------ Data under study ------
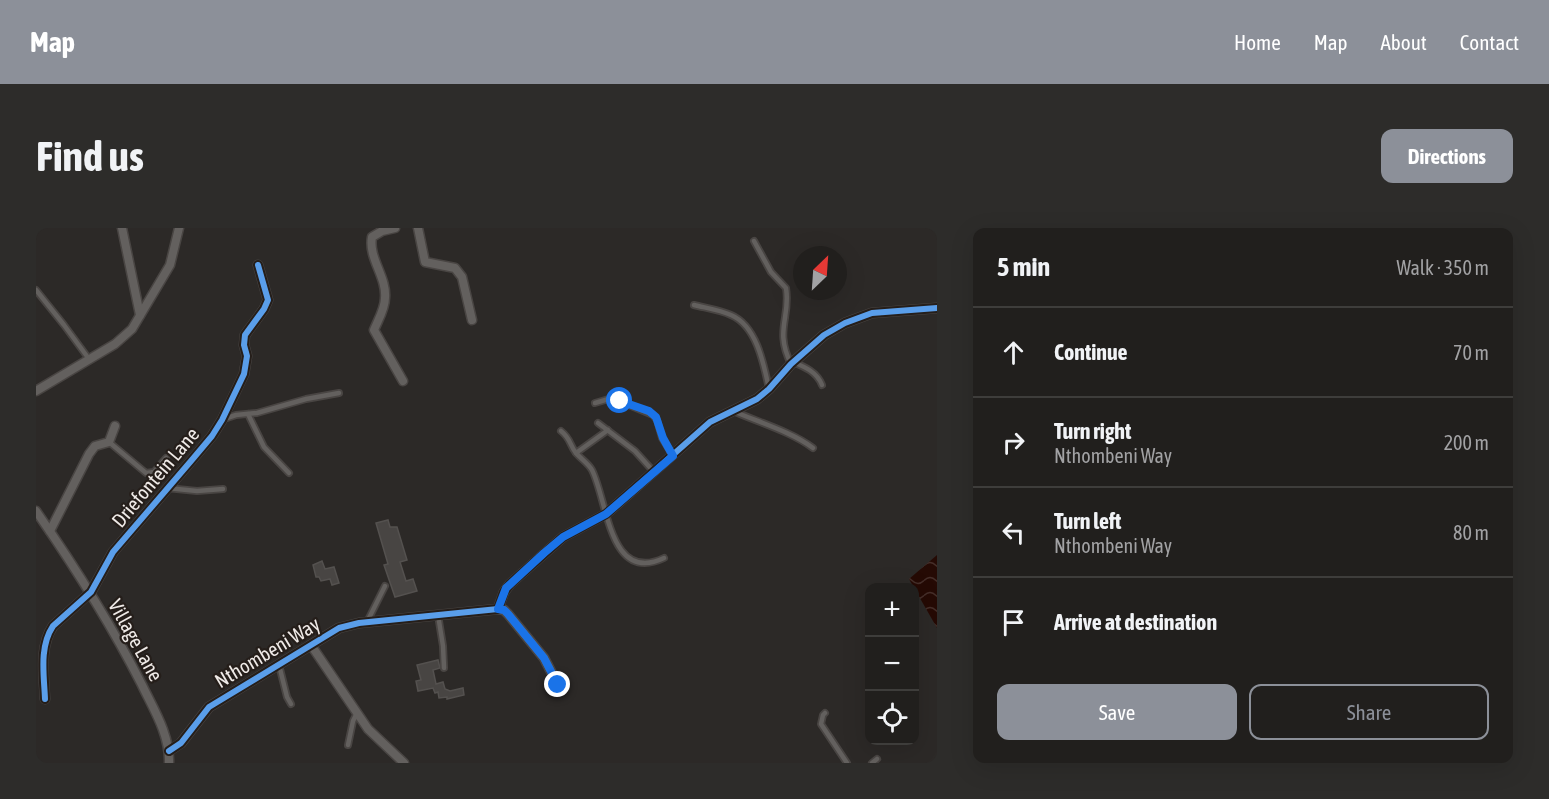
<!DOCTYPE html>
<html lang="en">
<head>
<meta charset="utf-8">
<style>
	:root { --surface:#211f1d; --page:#2d2c2a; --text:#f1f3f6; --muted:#a2a2a4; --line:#3e3d3b; --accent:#8c9099 }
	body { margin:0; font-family:"Asap Condensed",sans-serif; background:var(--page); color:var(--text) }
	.controls { position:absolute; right:18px; bottom:18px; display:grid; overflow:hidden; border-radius:12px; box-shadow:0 6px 24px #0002 }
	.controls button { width:54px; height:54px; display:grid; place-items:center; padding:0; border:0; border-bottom:2px solid var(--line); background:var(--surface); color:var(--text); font:30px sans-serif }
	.compass { position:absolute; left:757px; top:18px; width:54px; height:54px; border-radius:50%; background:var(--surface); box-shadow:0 6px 24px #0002; rotate:25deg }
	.stop { position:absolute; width:18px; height:18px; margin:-14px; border:4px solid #1a73e8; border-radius:50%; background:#fff }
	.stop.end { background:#1a73e8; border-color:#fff; box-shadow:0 2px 6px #0008 }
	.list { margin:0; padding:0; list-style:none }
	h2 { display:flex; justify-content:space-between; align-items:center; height:78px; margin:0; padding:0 24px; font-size:26px }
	h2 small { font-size:20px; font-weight:400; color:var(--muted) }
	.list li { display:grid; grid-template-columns:39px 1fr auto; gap:18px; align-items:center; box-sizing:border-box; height:90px; padding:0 24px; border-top:2px solid var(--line) }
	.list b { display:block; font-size:22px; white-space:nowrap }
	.list p { margin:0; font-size:20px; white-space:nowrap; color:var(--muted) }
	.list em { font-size:20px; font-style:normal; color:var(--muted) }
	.actions { display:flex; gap:12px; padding:18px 24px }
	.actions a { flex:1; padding:14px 0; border:2px solid var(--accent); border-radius:12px; text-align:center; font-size:21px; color:var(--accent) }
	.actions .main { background:var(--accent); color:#fff }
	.icon { flex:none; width:33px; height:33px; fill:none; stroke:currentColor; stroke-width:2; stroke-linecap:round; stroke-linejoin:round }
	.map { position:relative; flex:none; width:901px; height:535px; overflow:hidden; border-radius:12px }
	header { display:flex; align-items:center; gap:36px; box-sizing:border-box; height:84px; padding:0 30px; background:var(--accent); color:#fff }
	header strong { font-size:28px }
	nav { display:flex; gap:33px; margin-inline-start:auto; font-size:21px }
	.intro { display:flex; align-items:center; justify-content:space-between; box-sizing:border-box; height:144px; padding:0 36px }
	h1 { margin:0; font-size:42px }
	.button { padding:15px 27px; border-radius:12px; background:var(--accent); color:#fff; font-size:21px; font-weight:700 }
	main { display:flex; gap:36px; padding:0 36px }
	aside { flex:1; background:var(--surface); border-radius:12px; box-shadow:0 6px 24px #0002 }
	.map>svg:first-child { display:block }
</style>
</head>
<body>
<header>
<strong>Map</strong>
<nav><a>Home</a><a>Map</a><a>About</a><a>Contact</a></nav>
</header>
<div class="intro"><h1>Find us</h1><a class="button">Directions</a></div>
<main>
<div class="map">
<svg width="901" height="535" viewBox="0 0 901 535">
	<defs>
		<pattern id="water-waves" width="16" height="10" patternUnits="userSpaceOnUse" patternTransform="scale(1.5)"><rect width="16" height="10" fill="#250a04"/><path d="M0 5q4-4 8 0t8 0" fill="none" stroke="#452e29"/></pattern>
	</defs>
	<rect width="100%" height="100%" fill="#2c2927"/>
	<path fill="url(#water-waves)" d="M 901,327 L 901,400 L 873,351 Z"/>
	<g fill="#484543" stroke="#54514f" stroke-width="1.5">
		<path d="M 352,292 L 354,299 L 361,299 L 371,332 L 364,334 L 370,353 L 377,351 L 381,363 L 359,369 L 348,337 L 352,336 L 340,295 Z"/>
		<path d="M 286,333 L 289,341 L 298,339 L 303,355 L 296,357 L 294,351 L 285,353 L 283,349 L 280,349 L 277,337 Z"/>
		<path d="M 402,432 L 404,440 L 397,442 L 400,456 L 407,454 L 409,461 L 414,463 L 427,460 L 428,467 L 411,471 L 411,469 L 403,470 L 402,464 L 399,465 L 397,460 L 382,463 L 380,453 L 385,452 L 381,437 Z"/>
	</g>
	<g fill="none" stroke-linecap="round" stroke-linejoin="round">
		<g stroke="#494543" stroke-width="8">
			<g id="lane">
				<path d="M 718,13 L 735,44 L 750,60 C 755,89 738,102 755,136"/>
				<path d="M 0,62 L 28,97 L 53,131"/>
				<path d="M 658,77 C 670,80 684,82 695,87 C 721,98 728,137 733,161"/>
				<path d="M 757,134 C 769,139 781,144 786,157"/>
				<path d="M 559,175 L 576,170 L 617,187 L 621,192 L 626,210 L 637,228"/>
				<path d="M 697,183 C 722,194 756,204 777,220"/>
				<path d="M 212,186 L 228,219 L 253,245"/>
				<path d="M 188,191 L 200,187 L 221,185 L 270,171 L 303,165"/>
				<path d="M 562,195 L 599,223 L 618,244"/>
				<path d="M 525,203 C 535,211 533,216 540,225 C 545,231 552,235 556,242 C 572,274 573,356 628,330"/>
				<path d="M 73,214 L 110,245 L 118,244 L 130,230"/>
				<path d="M 540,225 L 572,202"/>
				<path d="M 131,260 L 161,263 L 187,261"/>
				<path d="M 402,387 L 407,418 L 408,440"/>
				<path d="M 331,394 L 349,358"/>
				<path d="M 243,437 L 251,469 L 255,476"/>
				<path d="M 789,485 L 787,487 L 785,496 L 811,535"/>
				<path d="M 312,517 L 317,493 L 321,485"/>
				<path d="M 836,535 L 841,531"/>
			</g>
		</g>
		<g stroke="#494543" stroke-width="11">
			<g id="street">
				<path d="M 86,0 L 104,87"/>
				<path d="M 359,0 L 346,3 L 336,9 C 332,30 351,49 349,70 C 349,81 342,92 338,102 L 367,153"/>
				<path d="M 382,0 L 389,34 L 419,40 L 426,49 L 436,92"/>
				<path d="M 0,163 L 79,116 L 96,101 L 134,37 L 143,0"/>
				<path d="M 0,283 C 39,339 75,396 106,457 C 118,482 134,507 133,535"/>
				<path d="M 14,303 L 53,226 L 59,218 L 73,214 L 79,198"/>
				<path d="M 462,381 L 468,382 L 472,386 L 508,430 L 522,457"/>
				<path d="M 275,417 L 332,501 L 368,535"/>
				<path d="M 9,471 C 8,447 3,419 17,398 L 55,364 L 77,324 L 155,233 L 176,208 L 186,192 L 208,146 L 211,128 L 208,117 L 209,107 L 228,81 L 232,72 L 222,37"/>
				<path d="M 133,523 L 145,515 L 173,479 L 303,400 L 323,395 L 462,381 L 468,364 L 474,356 L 527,309 L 570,286 L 674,194 L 721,171 L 733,161 L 755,136 L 788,107 L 809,95 L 836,85 L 901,80"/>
			</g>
		</g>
		<use href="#lane" stroke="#63605e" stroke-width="4.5"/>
		<use href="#street" stroke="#63605e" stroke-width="8"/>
		<g stroke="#251e1a" stroke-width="10">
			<g id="cycleway">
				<path d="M 9,471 C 8,447 3,419 17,398 L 55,364 L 77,324 L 155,233 L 176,208 L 186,192 L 208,146 L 211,128 L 208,117 L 209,107 L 228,81 L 232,72 L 222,37"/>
				<path d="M 133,523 L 145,515 L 173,479 L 303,400 L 323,395 L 462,381 L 468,364 L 474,356 L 527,309 L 570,286 L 674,194 L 721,171 L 733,161 L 755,136 L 788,107 L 809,95 L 836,85 L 901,80"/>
			</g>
		</g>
		<use href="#cycleway" stroke="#5a9eea" stroke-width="6"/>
	</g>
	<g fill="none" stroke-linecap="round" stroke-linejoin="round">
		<path stroke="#1a73e8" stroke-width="8" d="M 522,457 L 508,430 L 472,386 L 468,382 L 462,381 L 470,360 L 508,325 L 527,309 L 570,286 L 637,228 L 627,210 L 620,189 L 613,183 L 584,173"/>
	</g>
	<g text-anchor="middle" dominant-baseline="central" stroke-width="4.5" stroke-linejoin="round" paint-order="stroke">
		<g font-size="20" fill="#efeae7" stroke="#251e1a">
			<text transform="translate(119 249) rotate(-50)">Driefontein Lane</text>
			<text transform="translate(100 412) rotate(61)">Village Lane</text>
			<text transform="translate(231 424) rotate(-31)">Nthombeni Way</text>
		</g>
	</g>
</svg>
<div class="controls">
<button>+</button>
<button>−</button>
<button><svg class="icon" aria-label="locate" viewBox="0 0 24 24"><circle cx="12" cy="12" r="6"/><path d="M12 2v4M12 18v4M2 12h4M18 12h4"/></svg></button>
</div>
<svg class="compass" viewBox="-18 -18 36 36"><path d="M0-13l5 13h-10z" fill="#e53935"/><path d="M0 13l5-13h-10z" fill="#a2a2a4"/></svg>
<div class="stop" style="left:584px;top:173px"></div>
<div class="stop end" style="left:522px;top:457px"></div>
</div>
<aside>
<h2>5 min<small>Walk · 350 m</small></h2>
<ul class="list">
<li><svg class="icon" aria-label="ahead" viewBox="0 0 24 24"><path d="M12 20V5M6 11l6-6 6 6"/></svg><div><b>Continue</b></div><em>70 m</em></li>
<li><svg class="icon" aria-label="right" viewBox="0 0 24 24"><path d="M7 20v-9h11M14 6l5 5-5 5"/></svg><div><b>Turn right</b><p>Nthombeni Way</p></div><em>200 m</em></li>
<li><svg class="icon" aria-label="left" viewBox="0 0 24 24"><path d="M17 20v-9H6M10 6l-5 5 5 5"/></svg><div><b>Turn left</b><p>Nthombeni Way</p></div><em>80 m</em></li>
<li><svg class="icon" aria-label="arrive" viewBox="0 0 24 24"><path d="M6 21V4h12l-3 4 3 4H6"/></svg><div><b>Arrive at destination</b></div></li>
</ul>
<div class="actions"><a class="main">Save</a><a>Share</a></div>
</aside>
</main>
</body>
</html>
------
What is needed | For each line above that includes "grid", make a copy.

Result |
	.controls { position:absolute; right:18px; bottom:18px; display:grid; overflow:hidden; border-radius:12px; box-shadow:0 6px 24px #0002 }
	.controls button { width:54px; height:54px; display:grid; place-items:center; padding:0; border:0; border-bottom:2px solid var(--line); background:var(--surface); color:var(--text); font:30px sans-serif }
	.list li { display:grid; grid-template-columns:39px 1fr auto; gap:18px; align-items:center; box-sizing:border-box; height:90px; padding:0 24px; border-top:2px solid var(--line) }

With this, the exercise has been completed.